## ABOUT THIS TASK
In the records that follow, locate every line with "THÉODORE" and extract it.

### DATA RECORDS

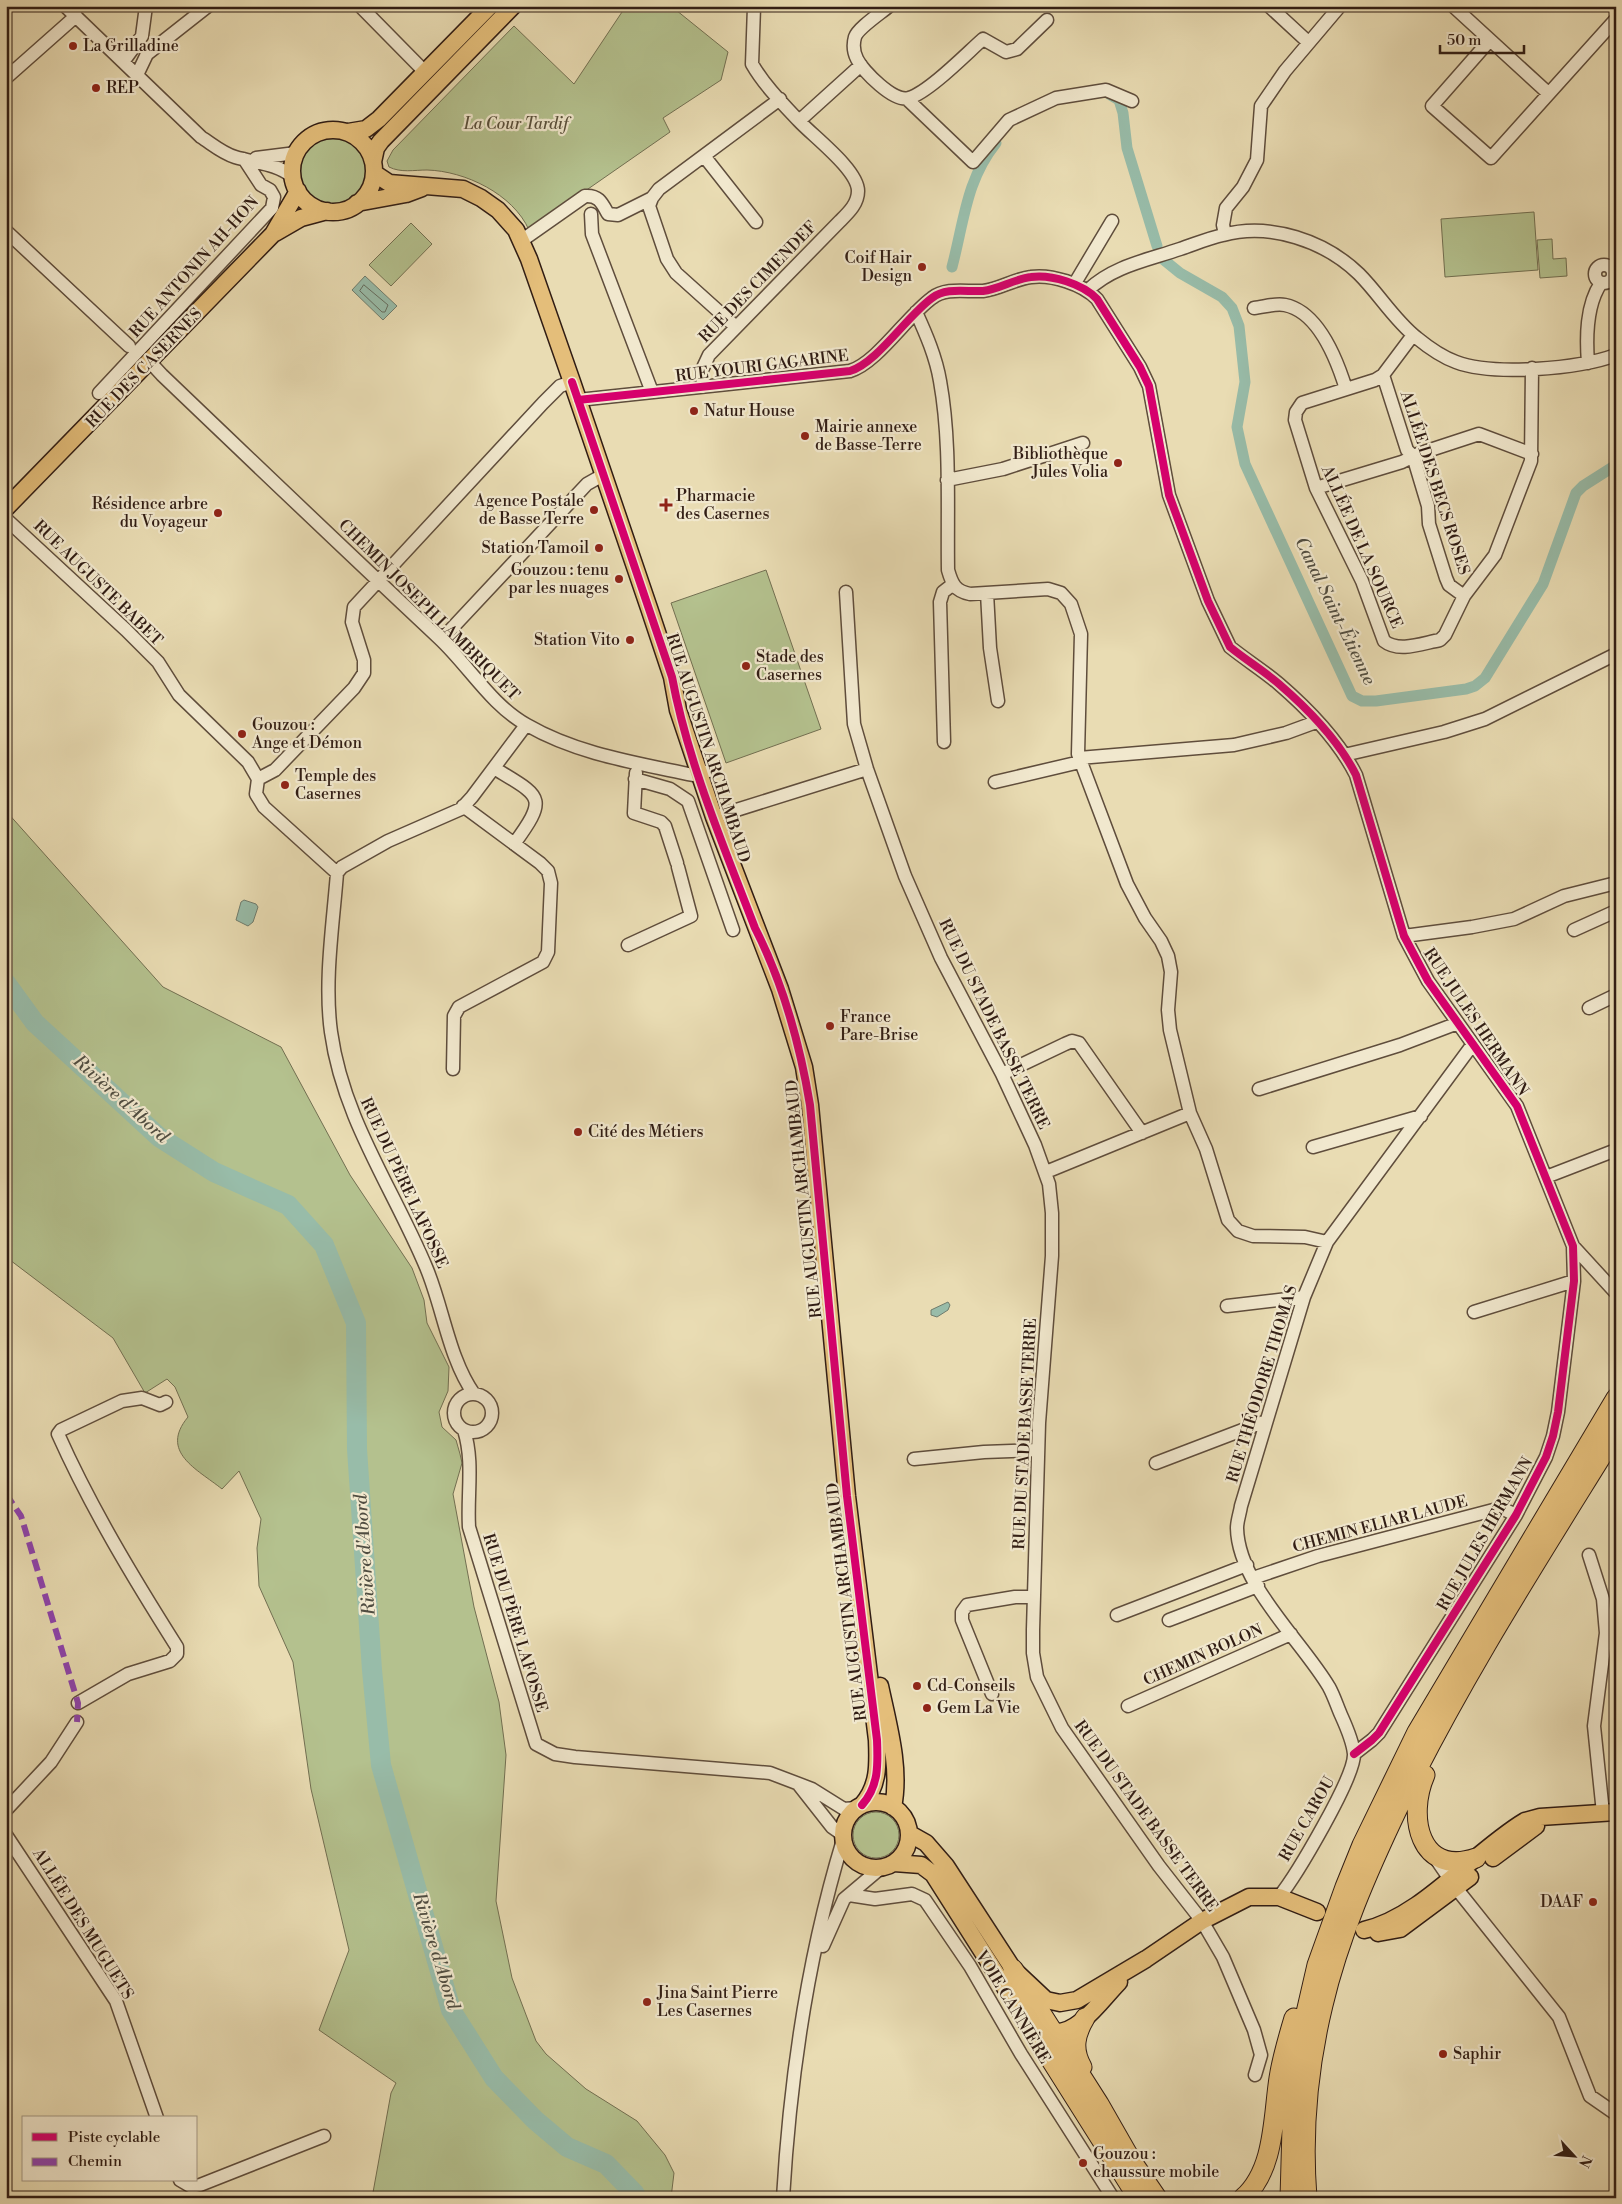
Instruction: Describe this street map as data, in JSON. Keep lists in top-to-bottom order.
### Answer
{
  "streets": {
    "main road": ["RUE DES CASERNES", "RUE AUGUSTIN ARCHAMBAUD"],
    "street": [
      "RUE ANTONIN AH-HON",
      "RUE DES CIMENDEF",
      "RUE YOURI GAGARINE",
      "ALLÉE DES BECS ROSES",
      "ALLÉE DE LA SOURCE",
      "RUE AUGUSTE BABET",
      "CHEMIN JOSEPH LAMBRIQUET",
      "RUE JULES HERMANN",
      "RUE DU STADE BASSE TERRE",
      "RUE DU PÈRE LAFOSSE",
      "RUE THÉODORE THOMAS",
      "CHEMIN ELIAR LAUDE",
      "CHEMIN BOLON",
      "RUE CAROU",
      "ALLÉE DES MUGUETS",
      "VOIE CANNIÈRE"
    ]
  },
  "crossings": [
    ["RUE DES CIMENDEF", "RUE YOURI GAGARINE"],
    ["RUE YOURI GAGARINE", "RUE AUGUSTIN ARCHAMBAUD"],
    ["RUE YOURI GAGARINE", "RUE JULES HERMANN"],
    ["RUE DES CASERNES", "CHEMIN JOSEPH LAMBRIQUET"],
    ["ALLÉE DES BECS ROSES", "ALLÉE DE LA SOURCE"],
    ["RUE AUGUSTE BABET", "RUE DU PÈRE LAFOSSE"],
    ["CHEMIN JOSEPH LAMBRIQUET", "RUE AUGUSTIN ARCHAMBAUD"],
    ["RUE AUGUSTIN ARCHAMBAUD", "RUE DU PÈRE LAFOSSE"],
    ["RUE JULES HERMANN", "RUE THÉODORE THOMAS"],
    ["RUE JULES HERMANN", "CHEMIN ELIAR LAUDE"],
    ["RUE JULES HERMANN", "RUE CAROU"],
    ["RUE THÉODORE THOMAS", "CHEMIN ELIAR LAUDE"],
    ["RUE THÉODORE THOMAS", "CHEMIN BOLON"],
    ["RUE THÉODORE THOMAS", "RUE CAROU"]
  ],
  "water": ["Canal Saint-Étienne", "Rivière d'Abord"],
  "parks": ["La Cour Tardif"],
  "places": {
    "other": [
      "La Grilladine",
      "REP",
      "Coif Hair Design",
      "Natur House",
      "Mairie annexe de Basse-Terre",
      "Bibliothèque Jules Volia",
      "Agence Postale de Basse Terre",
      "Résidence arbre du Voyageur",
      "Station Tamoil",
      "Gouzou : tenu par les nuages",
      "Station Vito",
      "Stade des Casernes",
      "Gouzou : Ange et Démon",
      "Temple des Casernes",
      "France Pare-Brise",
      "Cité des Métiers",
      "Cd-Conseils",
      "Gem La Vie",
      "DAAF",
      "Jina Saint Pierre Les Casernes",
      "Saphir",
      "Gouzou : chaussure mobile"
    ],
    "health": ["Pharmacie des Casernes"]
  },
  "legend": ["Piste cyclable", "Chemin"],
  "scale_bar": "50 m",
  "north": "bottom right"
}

######

## OUTPUT OF THE EXERCISE
      "RUE THÉODORE THOMAS",
    ["RUE JULES HERMANN", "RUE THÉODORE THOMAS"],
    ["RUE THÉODORE THOMAS", "CHEMIN ELIAR LAUDE"],
    ["RUE THÉODORE THOMAS", "CHEMIN BOLON"],
    ["RUE THÉODORE THOMAS", "RUE CAROU"]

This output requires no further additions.